(Stored data entries)
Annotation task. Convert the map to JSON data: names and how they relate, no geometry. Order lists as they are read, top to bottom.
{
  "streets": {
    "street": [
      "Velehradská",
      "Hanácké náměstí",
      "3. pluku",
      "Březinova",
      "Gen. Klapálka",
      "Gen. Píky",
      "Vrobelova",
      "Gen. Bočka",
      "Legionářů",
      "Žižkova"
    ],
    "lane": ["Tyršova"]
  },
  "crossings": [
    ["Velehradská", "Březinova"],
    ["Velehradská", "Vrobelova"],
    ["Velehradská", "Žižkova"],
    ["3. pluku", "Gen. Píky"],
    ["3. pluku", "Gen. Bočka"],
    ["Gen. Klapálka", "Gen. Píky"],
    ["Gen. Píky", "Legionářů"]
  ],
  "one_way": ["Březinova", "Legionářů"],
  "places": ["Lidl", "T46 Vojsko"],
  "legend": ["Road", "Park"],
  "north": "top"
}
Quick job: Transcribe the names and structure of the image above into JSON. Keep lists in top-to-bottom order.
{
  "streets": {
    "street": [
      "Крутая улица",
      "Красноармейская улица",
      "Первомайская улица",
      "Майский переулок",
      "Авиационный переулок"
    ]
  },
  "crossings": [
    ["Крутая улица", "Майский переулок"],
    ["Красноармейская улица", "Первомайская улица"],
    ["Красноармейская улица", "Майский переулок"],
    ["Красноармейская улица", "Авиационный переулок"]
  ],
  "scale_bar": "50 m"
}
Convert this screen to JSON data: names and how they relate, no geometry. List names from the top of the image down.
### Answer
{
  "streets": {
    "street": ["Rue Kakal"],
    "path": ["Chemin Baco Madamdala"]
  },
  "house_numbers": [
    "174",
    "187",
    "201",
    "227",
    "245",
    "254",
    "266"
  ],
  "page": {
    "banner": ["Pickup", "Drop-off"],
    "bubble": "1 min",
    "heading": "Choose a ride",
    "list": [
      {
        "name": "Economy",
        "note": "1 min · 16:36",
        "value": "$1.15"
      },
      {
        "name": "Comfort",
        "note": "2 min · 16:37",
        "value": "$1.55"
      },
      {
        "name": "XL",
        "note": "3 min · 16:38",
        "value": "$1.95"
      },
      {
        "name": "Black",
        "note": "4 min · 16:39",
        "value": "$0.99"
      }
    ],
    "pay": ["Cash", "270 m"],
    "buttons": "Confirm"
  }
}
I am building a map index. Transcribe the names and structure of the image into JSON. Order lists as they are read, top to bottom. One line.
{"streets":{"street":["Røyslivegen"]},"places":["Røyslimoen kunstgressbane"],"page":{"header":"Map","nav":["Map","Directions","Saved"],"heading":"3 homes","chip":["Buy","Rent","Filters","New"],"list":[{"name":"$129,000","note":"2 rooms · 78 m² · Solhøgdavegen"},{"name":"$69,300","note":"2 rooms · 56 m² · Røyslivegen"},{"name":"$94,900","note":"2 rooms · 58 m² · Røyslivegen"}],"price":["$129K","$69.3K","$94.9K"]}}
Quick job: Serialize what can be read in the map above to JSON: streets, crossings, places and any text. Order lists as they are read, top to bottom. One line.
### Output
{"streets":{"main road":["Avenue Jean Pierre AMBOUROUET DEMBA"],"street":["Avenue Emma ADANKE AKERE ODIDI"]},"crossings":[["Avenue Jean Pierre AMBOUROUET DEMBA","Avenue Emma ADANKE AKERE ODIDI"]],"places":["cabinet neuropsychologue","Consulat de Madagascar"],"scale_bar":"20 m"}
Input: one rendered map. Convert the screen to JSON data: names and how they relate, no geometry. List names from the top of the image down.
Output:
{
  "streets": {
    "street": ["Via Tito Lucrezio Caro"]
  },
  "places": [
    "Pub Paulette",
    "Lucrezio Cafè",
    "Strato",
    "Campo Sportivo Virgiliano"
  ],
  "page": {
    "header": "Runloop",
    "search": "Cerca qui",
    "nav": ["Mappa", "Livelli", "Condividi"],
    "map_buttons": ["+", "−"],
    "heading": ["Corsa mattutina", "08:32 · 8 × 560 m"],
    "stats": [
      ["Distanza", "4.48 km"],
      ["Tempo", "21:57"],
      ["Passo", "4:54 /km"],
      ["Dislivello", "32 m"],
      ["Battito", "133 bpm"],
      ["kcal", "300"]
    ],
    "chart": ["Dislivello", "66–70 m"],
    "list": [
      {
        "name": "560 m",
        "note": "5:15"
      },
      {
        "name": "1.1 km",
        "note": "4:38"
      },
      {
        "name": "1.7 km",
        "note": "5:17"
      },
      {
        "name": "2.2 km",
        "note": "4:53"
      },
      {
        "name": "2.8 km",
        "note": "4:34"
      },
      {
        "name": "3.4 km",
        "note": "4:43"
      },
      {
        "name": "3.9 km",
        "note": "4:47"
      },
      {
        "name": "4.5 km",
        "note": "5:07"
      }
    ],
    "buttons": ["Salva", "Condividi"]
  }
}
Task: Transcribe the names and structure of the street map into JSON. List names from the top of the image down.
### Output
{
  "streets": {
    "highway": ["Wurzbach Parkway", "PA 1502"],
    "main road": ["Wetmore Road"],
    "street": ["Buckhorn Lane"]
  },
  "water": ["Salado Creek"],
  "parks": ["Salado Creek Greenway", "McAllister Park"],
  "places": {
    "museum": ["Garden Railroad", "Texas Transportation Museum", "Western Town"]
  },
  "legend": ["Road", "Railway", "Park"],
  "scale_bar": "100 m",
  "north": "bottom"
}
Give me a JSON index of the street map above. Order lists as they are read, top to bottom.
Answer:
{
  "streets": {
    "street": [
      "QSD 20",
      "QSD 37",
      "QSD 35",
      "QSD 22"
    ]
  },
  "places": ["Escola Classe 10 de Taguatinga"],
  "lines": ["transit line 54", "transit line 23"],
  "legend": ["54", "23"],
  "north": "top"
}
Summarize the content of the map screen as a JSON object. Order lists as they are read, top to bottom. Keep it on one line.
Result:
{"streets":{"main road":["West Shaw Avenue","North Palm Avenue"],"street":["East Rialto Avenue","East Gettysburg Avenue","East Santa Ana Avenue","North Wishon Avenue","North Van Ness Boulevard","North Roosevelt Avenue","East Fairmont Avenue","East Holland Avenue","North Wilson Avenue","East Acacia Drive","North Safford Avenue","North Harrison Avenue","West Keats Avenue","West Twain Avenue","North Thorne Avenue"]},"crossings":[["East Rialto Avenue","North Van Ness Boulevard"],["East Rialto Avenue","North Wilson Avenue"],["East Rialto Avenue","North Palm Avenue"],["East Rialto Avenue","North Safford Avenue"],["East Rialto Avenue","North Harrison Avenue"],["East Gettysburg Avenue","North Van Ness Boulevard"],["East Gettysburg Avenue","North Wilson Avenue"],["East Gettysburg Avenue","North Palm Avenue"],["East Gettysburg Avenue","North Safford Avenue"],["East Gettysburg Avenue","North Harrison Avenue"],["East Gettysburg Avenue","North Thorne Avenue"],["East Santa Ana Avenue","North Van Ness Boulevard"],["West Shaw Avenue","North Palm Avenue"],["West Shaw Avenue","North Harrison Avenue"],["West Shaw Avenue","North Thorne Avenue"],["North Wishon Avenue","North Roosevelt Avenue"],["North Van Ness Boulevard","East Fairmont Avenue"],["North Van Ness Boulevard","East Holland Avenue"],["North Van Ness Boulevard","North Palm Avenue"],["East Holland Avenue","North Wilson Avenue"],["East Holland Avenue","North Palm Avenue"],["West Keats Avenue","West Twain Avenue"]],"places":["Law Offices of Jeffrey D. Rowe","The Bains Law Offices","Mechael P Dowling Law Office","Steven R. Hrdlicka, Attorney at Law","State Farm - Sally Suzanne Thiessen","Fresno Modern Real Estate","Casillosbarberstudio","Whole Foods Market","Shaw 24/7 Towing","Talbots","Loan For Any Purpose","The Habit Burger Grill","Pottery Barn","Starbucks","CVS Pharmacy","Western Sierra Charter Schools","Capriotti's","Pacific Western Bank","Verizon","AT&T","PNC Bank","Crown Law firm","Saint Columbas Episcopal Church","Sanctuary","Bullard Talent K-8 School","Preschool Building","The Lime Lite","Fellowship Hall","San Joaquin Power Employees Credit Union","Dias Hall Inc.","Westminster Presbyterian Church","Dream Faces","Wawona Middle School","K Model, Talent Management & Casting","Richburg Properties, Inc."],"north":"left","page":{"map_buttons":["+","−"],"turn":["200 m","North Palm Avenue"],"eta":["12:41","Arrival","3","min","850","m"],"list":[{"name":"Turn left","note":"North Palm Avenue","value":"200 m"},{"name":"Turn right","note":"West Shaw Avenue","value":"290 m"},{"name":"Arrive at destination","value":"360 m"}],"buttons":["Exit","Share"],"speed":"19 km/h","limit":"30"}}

- [WHAT TO DO] Go through the entries above and copy out every line that includes the word "screen".

- [EXERCISE ANSWER]
Convert this screen to JSON data: names and how they relate, no geometry. List names from the top of the image down.
Input: one rendered map. Convert the screen to JSON data: names and how they relate, no geometry. List names from the top of the image down.
Summarize the content of the map screen as a JSON object. Order lists as they are read, top to bottom. Keep it on one line.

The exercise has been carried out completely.